Task – Return the lines below that carry the word "Describe".

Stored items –
-- Opening Marker --

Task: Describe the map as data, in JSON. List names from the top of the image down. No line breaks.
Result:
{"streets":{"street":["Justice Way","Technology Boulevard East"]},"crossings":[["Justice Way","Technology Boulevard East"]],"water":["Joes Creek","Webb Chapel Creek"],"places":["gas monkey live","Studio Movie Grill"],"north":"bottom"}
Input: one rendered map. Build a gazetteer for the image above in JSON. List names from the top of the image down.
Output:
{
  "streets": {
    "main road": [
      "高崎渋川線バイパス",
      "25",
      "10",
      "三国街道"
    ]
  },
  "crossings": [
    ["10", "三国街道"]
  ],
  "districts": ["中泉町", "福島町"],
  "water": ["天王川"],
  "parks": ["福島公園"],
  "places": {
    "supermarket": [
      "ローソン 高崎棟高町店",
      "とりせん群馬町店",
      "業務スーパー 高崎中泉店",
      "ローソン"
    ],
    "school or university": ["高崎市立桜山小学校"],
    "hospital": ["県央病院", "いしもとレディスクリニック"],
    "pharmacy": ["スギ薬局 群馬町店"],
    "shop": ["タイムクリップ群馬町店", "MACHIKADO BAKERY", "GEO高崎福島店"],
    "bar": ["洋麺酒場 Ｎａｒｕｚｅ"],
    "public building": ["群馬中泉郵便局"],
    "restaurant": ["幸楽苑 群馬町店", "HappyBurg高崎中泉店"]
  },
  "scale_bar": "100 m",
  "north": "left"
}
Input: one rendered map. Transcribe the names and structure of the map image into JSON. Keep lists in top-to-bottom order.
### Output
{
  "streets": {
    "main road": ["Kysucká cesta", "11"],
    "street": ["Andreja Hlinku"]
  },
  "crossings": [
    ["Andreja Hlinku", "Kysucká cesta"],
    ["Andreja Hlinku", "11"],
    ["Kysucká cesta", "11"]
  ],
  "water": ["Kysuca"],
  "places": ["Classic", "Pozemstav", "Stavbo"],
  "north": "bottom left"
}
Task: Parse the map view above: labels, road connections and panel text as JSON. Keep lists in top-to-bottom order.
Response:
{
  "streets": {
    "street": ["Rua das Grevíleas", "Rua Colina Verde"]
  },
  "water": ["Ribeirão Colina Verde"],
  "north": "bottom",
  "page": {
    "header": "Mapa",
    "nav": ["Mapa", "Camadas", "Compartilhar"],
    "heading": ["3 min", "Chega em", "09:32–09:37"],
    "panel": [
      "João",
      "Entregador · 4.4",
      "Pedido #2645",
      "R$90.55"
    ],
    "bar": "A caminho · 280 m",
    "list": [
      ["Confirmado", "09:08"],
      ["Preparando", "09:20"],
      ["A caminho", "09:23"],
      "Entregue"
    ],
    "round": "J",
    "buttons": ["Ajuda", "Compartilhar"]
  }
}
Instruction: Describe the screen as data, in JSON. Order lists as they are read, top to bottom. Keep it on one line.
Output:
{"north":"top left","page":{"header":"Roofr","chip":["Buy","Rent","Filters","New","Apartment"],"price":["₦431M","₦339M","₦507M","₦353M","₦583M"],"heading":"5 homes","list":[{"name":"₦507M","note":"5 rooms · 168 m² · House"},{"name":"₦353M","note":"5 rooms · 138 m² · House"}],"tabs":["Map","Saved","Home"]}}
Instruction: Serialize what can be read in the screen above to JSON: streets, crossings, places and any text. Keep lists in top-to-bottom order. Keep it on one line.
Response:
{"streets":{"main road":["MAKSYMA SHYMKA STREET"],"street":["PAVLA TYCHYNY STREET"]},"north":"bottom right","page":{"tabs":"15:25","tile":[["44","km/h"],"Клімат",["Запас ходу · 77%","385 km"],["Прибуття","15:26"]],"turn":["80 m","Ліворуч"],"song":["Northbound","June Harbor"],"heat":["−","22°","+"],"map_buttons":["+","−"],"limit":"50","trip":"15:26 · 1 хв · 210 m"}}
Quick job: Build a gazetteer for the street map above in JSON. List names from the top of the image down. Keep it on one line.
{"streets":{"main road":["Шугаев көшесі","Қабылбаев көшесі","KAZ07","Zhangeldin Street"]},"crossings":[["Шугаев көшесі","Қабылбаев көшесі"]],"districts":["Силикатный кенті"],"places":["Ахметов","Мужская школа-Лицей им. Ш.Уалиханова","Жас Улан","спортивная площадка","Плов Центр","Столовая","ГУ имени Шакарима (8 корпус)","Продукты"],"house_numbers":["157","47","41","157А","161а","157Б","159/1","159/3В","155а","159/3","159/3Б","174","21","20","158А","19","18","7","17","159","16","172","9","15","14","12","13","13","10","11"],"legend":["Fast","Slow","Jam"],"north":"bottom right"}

-- Closing Marker --

Output of the exercise –
Task: Describe the map as data, in JSON. List names from the top of the image down. No line breaks.
Instruction: Describe the screen as data, in JSON. Order lists as they are read, top to bottom. Keep it on one line.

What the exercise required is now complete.